Green tomatoes will eventually turn red, but will not have good flavor. A vine ripened tomato is best. Refrigerate, but do not allow freezing. The color may be deceiving since sometimes chemicals are used to redden them.

Tomatoes will keep better if stored at room temperature. Also, if stored stem down, they will last longer.

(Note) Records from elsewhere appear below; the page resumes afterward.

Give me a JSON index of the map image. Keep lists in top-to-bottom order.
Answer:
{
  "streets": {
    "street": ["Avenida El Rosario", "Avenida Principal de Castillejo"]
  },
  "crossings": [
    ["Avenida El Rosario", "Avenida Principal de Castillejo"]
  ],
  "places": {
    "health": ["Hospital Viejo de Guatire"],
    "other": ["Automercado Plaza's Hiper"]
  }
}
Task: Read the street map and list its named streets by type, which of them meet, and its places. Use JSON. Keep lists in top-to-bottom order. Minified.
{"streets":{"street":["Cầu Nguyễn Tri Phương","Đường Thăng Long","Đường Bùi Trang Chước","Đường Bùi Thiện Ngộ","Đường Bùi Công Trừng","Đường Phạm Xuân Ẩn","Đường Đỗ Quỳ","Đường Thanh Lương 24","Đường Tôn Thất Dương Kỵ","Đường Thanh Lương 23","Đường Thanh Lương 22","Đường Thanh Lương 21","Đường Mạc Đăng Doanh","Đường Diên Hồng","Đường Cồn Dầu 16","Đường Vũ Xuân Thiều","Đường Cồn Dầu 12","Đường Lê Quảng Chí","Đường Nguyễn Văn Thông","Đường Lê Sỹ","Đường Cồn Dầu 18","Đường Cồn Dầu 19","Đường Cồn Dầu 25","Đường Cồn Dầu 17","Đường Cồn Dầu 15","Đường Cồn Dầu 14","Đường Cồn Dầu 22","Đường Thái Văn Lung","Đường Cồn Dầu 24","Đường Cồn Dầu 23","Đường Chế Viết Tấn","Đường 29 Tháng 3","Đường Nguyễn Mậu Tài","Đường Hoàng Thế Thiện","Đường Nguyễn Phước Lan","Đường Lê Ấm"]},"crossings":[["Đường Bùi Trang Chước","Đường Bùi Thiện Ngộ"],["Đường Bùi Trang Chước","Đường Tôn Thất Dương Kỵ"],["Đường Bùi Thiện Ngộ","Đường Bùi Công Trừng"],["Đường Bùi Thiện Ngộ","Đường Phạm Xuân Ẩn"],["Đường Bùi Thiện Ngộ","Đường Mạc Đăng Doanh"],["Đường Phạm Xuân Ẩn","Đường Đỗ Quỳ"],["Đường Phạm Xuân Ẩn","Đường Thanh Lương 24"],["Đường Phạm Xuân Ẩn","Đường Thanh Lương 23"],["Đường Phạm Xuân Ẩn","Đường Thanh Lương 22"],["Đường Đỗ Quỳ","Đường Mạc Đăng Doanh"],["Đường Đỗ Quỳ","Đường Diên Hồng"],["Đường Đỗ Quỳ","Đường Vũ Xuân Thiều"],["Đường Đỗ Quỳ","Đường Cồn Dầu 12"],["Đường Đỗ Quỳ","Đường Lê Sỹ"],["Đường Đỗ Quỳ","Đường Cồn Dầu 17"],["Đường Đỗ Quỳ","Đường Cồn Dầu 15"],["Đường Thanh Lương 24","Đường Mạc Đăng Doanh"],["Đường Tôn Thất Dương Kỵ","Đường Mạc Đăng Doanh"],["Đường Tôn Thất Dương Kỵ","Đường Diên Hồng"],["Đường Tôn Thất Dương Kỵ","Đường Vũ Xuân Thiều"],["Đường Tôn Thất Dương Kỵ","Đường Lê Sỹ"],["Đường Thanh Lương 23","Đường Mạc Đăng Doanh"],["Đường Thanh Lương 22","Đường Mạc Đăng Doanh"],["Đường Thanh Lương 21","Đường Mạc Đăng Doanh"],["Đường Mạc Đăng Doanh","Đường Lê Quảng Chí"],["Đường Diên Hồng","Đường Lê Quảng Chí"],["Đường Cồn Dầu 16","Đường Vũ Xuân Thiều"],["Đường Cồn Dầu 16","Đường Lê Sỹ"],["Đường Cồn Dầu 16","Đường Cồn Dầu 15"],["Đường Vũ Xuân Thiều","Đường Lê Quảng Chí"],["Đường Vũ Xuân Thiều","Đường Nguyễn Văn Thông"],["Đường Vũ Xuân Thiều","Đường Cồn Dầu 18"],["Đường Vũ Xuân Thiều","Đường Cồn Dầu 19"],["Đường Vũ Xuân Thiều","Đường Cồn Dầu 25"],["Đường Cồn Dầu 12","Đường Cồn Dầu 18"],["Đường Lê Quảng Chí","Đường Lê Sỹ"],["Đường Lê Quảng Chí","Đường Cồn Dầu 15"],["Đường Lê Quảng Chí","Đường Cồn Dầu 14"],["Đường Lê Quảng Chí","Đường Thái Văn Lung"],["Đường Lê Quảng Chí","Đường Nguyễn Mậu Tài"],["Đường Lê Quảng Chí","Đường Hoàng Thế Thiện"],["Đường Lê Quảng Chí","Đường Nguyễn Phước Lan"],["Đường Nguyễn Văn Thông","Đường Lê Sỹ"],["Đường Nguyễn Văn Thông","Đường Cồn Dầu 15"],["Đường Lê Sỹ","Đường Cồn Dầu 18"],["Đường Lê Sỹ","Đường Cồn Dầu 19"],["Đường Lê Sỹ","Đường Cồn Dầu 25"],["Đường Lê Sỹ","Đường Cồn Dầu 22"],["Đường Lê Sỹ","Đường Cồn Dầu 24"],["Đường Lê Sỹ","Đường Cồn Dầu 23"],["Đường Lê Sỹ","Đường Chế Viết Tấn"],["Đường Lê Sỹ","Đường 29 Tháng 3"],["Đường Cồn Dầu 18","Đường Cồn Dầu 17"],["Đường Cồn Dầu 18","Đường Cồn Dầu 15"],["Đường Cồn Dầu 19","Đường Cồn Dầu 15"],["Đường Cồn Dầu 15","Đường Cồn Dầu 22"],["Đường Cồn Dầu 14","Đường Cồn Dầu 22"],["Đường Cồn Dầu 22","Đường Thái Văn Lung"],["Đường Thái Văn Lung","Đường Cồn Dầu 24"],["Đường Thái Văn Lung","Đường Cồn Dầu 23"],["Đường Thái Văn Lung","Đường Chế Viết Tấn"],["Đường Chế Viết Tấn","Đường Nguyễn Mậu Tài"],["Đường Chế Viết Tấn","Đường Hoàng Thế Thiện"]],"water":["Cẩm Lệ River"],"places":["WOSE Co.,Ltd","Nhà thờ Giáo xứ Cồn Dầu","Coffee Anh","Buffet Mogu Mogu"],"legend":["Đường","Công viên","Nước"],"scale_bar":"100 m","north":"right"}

Tomatoes are rich in vitamin C and contain appreciable amounts of vitamins A and B, potassium, iron and phosphorus. A medium tomato has about as much fiber as a slice of whole-wheat bread and only about 35 calories.

Quick Tomato Facts

Tomato with a face

  • Americans obtain more of their vitamins from tomatoes than from any other vegetable.
  • Salsa has replaced ketchup as the top selling condiment in the United States. Now there is a salsa/ketchup combination available.
  • One ounce of tomato puree has twice the vitamin C and 20 percent more beta carotene than one ounce of fresh tomato.
  • To peel tomatoes easily, place them in boiling water and remove from heat, allow to stand for one minute then plunge them into cold water.
  • Another way to peel a tomato is to place a long fork into it and hold it over a gas burner until the skin blisters. The skin should peel off easily.
  • Tomatoes will keep longer if you store them stem down.
  • Tomatoes may be broiled and sprinkled with grated cheese for a different taste treat.
  • Tomatoes should ever be left to ripen in direct sunlight, as they will lose most of their vitamin C.
  • When slicing tomatoes, it will be easier if you use a bread knife with saw teeth. It will not even tear the skin.
  • Tomatoes are sometimes picked green and ethylene gassed on their way to the supermarket right in the trucks. This can be accomplished during an overnight run.
  • There is a big difference in vitamin loss and taste in a gassed tomato and a vine-ripened one.
  • Americans eat approximately 24 pounds of tomatoes per person, per year.
  • If you are expecting a frost and have tomatoes on the vine, pull them up by the roots and hang them upside down in a cool basement until the fruit ripens.
  • The federal government can detect only 55 percent of the 100 approved pesticides.
  • Green tomatoes will ripen faster if you store them with apples. Both give off ethylene gas when ripening and the extra shot of gas will make them ripen faster.
  • Green tomatoes will also ripen faster if stored in a cool place wrapped loosely in newspapers. This method may take a week or two.

Pair 'em Up!

Green zebra tomatoes are fruity with playful bursts of lemon-lime. A delicious way to balance rich proteins like pork chops.

Brandywine tomatoes have a full flavored, classic tomato taste. They are wonderful raw in salads and sandwiches or simply roasted.

Cherokee purple tomatoes are smoky with a slight sweetness, likened to a Zinfandel wine. They are great in salsas or cold soups like gazpacho.